Problem details
Print all of the records. Exclude the images.

BEGIN Exercise materials

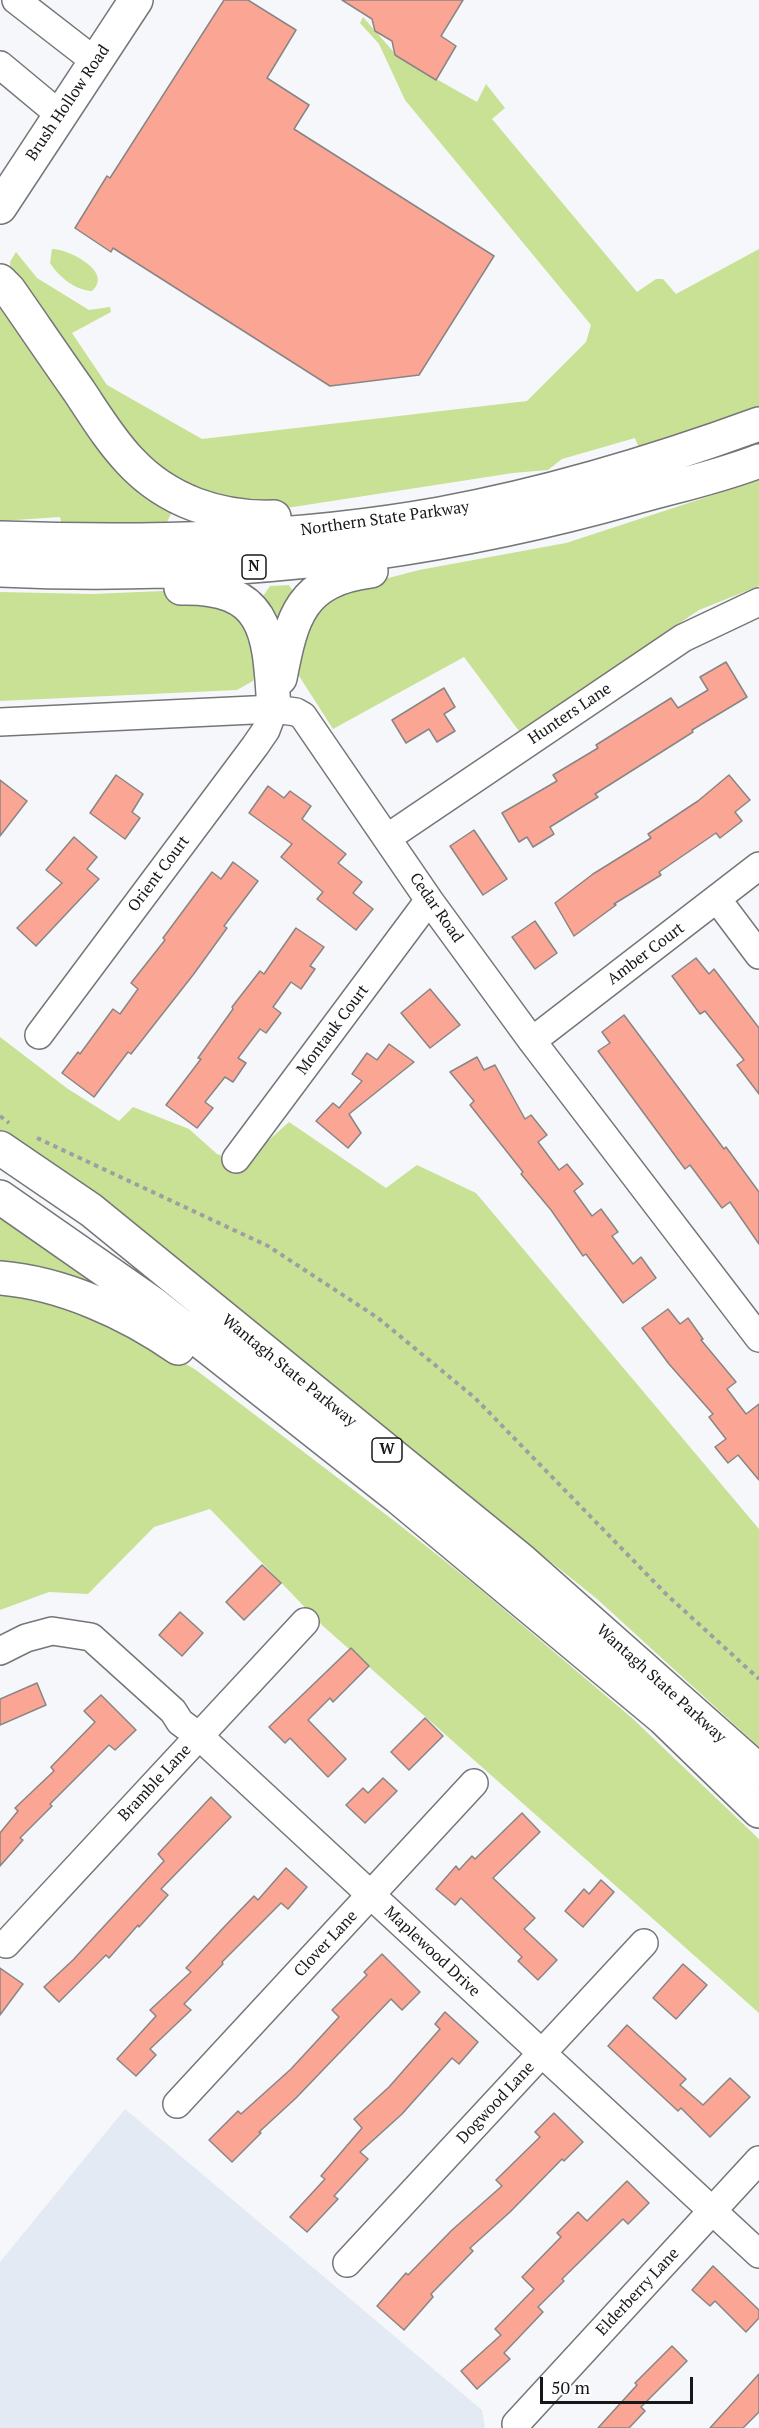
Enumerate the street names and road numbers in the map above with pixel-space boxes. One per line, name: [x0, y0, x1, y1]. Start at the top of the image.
street label: Brush Hollow Road: [22, 42, 114, 164]
street label: Northern State Parkway: [300, 498, 470, 540]
road number: N: [242, 555, 266, 579]
street label: Hunters Lane: [525, 679, 615, 749]
street label: Orient Court: [124, 832, 194, 916]
street label: Cedar Road: [405, 869, 467, 947]
street label: Amber Court: [604, 919, 688, 989]
street label: Montauk Court: [293, 981, 373, 1079]
street label: Wantagh State Parkway: [218, 1311, 360, 1431]
road number: W: [372, 1438, 402, 1462]
street label: Wantagh State Parkway: [592, 1621, 730, 1747]
street label: Bramble Lane: [115, 1741, 195, 1825]
street label: Maplewood Drive: [380, 1903, 484, 2001]
street label: Clover Lane: [290, 1907, 362, 1981]
street label: Dogwood Lane: [453, 2058, 539, 2148]
street label: Elderberry Lane: [592, 2244, 684, 2340]

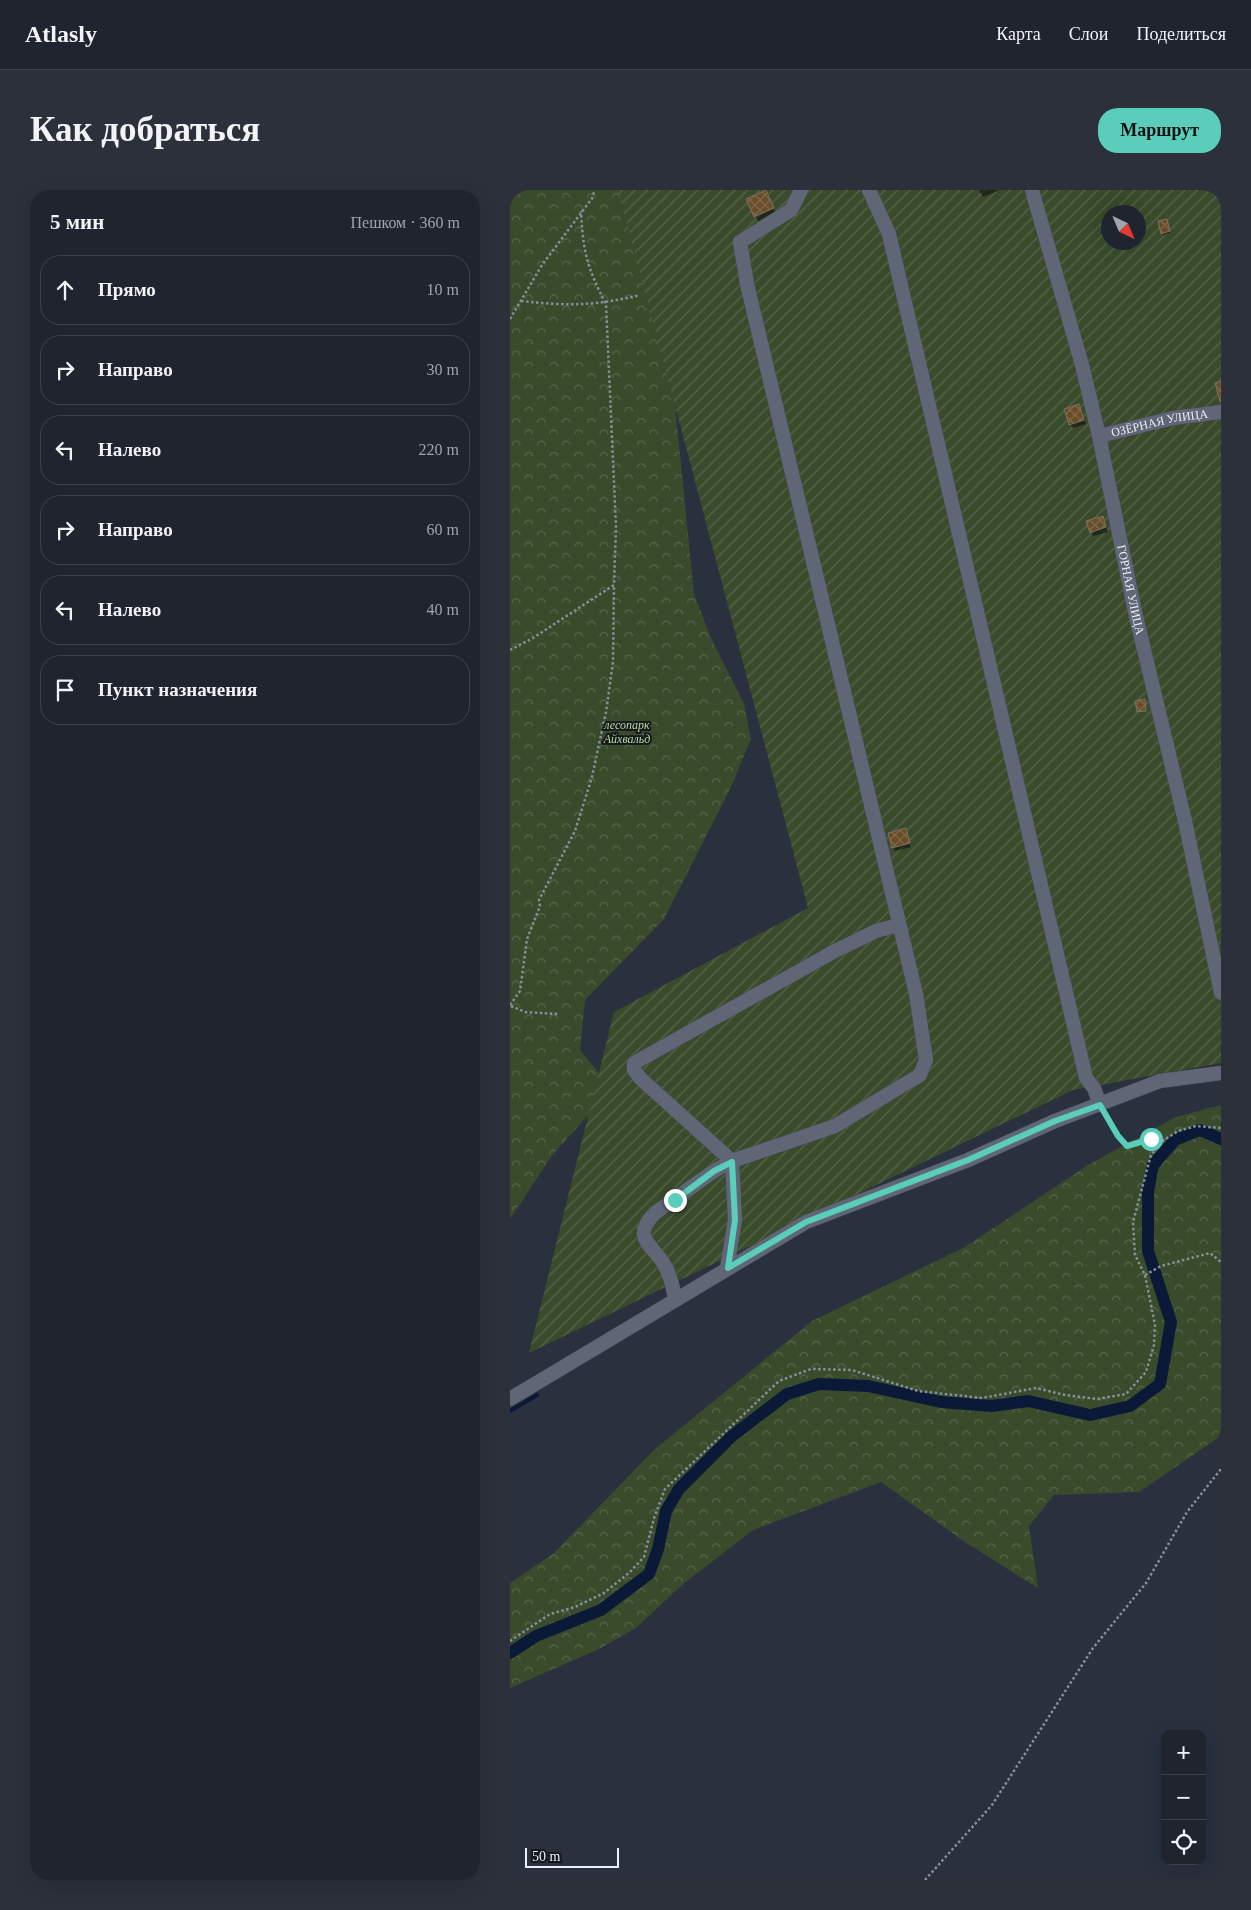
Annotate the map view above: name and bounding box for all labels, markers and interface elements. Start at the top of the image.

END Exercise materials

Response
Enumerate the street names and road numbers in the map above with pixel-space boxes. One per line, name: [x0, y0, x1, y1]. Start at the top of the image.
street label: Brush Hollow Road: [22, 42, 114, 164]
street label: Northern State Parkway: [300, 498, 470, 540]
road number: N: [242, 555, 266, 579]
street label: Hunters Lane: [525, 679, 615, 749]
street label: Orient Court: [124, 832, 194, 916]
street label: Cedar Road: [405, 869, 467, 947]
street label: Amber Court: [604, 919, 688, 989]
street label: Montauk Court: [293, 981, 373, 1079]
street label: Wantagh State Parkway: [218, 1311, 360, 1431]
road number: W: [372, 1438, 402, 1462]
street label: Wantagh State Parkway: [592, 1621, 730, 1747]
street label: Bramble Lane: [115, 1741, 195, 1825]
street label: Maplewood Drive: [380, 1903, 484, 2001]
street label: Clover Lane: [290, 1907, 362, 1981]
street label: Dogwood Lane: [453, 2058, 539, 2148]
street label: Elderberry Lane: [592, 2244, 684, 2340]

Annotate the map view above: name and bounding box for all labels, markers and interface elements. Start at the top of the image.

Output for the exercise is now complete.